Finland has signed a deal to import LNG from a company called Excelerate Energy. At the same time, Russia has cut off Finland. In the grand scheme of things, this isn’t a big deal because Russia only provided about 5% of Finland’s natural gas, but the symbolism is important.

Encino Energy just signed a lease for 7,300 acres of land just across the Ohio River from Marshall and Wetzel Counties. The bonus was $5,500/acre and the royalties are 20%. Ohio property hasn’t been as interesting to drillers lately, so this is a good deal for the Muskingum Watershed Conservancy District. Our clients should keep these prices in mind when they’re negotiating for themselves.

The Wall Street Journal points out that oil executives are now given bonuses for making a profit. Previously, they were given bonuses for producing large quantities of oil and natural gas. This is likely the major reason why production is not booming right now.

Saudi Arabia could produce more oil, and probably do it pretty quickly. Well, relatively speaking. But they’re not likely to. An article over at oilprice.com goes into why.

Nucor Steel is building a new plant in Mason County, West Virginia. One big reason is the abundance of relatively cheap natural gas.

One reason our prices at the pump are so high is that during COVID some marginally profitable refineries became unprofitable.

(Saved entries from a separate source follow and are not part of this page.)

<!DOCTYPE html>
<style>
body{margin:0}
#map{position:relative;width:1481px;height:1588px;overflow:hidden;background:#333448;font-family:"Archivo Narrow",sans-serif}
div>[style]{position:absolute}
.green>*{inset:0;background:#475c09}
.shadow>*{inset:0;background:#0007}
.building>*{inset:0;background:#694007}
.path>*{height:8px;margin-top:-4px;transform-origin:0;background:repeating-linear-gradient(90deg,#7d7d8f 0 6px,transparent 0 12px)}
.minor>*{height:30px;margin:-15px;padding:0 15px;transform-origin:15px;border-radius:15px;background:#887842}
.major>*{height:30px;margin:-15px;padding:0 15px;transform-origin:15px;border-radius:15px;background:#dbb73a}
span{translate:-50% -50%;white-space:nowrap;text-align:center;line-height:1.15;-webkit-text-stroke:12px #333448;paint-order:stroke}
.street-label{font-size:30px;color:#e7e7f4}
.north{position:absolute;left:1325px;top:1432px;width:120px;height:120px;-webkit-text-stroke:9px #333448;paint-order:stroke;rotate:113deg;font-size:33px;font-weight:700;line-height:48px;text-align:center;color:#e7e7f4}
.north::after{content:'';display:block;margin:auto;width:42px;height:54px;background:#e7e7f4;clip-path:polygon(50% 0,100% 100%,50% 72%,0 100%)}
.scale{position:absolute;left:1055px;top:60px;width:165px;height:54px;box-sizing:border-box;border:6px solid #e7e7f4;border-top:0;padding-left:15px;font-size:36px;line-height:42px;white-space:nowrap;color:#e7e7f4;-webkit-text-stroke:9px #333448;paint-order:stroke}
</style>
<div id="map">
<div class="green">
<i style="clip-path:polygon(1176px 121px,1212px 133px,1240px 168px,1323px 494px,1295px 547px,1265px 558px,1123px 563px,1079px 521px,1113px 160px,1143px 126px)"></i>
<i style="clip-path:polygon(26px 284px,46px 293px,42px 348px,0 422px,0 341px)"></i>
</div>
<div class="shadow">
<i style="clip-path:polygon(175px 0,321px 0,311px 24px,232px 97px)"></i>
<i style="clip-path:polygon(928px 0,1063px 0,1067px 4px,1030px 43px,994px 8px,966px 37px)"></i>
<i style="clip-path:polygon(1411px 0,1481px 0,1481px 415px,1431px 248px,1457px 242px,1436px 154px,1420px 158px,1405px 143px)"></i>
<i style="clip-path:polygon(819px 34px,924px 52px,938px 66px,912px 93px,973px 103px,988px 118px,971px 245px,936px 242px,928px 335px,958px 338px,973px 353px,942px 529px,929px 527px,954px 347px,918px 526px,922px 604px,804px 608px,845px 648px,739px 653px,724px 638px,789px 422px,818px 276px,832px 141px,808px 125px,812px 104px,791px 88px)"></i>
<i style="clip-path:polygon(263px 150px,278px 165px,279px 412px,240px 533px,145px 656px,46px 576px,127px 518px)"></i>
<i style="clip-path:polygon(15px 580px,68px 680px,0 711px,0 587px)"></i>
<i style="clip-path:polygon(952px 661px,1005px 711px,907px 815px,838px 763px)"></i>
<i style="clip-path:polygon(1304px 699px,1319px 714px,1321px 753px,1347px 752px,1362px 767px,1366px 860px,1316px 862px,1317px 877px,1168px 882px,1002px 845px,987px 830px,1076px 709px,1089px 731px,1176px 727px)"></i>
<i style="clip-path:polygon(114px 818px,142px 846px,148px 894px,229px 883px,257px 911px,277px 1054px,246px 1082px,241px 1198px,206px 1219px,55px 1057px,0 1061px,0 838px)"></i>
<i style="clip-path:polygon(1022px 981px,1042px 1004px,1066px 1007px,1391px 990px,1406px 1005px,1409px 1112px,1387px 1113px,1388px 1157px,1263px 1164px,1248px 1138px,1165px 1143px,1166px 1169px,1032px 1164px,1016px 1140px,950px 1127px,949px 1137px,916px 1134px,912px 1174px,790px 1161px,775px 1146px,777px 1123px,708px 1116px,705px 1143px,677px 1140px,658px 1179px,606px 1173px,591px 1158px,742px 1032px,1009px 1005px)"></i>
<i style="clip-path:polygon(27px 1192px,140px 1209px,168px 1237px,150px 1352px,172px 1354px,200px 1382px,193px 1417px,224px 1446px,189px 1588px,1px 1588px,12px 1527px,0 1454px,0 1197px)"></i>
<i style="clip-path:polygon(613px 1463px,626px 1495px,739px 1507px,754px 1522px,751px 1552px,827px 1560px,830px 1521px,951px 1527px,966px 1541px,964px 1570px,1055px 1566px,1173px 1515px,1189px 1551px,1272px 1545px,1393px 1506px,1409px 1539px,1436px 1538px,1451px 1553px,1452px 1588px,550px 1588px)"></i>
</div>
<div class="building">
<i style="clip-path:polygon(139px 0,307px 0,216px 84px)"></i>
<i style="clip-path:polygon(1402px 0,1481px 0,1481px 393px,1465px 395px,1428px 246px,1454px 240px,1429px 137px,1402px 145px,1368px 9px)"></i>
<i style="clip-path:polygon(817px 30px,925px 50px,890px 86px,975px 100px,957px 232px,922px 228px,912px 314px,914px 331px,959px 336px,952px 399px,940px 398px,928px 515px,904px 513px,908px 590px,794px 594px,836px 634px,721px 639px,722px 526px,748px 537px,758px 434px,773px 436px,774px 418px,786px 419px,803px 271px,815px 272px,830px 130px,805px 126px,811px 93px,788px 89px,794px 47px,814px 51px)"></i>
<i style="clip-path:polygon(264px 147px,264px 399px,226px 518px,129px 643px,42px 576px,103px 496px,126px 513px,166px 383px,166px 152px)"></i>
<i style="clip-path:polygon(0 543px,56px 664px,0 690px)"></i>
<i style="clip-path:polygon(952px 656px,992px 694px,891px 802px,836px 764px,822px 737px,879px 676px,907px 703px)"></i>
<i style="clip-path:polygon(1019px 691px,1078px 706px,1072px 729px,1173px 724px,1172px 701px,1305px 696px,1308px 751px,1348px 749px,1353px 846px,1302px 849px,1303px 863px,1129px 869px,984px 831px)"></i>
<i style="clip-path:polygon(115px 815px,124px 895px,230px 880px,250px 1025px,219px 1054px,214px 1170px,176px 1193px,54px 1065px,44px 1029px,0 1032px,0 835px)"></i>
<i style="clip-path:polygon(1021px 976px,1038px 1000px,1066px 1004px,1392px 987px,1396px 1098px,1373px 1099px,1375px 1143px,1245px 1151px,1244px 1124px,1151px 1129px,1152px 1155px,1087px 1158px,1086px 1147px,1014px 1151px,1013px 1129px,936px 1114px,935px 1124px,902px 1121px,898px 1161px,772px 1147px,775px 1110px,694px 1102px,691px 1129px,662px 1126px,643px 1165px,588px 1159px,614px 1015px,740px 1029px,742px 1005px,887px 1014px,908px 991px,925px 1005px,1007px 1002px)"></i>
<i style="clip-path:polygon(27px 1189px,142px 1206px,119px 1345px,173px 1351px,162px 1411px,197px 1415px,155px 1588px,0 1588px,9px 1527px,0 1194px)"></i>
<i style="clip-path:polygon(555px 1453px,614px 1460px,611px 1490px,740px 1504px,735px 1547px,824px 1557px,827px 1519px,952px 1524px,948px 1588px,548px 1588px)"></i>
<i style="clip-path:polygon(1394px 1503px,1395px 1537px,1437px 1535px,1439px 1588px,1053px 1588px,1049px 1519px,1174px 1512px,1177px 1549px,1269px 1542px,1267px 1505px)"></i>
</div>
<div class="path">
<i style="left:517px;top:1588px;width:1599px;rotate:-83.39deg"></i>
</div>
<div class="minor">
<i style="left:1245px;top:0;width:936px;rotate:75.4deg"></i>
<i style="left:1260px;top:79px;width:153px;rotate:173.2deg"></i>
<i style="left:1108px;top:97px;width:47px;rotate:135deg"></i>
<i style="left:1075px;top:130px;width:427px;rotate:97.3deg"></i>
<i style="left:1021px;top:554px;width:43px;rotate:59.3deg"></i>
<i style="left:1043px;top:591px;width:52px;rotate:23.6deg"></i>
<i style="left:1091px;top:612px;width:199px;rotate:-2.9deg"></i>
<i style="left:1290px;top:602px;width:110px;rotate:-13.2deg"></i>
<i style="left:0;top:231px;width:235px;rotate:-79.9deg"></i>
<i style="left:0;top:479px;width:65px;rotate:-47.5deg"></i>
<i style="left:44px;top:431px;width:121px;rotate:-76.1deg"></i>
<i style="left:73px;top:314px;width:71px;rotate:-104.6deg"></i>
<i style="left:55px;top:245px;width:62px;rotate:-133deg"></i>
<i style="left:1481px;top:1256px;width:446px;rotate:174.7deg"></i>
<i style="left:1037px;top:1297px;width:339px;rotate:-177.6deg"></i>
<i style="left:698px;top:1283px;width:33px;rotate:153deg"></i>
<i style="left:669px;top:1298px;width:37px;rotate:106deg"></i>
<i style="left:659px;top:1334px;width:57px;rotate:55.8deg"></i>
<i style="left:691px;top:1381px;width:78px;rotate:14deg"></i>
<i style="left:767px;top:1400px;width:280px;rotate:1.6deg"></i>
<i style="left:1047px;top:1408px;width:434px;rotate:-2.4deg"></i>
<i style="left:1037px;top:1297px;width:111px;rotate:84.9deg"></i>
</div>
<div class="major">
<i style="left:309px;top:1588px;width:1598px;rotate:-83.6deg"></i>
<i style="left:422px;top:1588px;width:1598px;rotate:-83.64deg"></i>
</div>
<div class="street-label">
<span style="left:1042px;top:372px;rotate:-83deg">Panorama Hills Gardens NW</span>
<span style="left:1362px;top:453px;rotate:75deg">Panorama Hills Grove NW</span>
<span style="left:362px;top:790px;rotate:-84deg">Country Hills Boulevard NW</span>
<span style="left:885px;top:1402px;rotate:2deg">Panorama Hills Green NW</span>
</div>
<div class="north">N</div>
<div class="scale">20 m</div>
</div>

The Biden Administration is looking into the possibility of opening some back up.

Lease deals in Ohio are getting better. Nobody has written this article for West Virginia yet. Deals have been getting better here since last fall.

Natural gas production has hit new highs, but still prices climb.

The Mountain Valley Pipeline has requested a new panel of judges for its next hearing in front of the 4th Circuit Court. Previous hearings have all been in front of the same three judges, which is a little suspect because the panels are supposed to be chosen at random.

The Freeport LNG plant had an explosion and fire that will put it out of operations for three weeks. Thankfully, no one was killed or injured.

There’s always an opposite point of view to consider, so here’s an article published by Forbes that analyzes the oil market and discusses how prices could go down.

Libyan oil production is being disrupted even more. The numbers aren’t ridiculously large, but they’re big enough to affect prices.

Oil deals are made in U.S. dollars. Other countries have to buy or use dollars, not their own currency. When the dollar strengthens in relation to their own currency, that makes buying oil more expensive for them. Right now, the dollar is strengthening and oil prices are going up. Usually, when the dollar strengthens the price of oil goes down because of decreased purchasing. That’s not happening right now.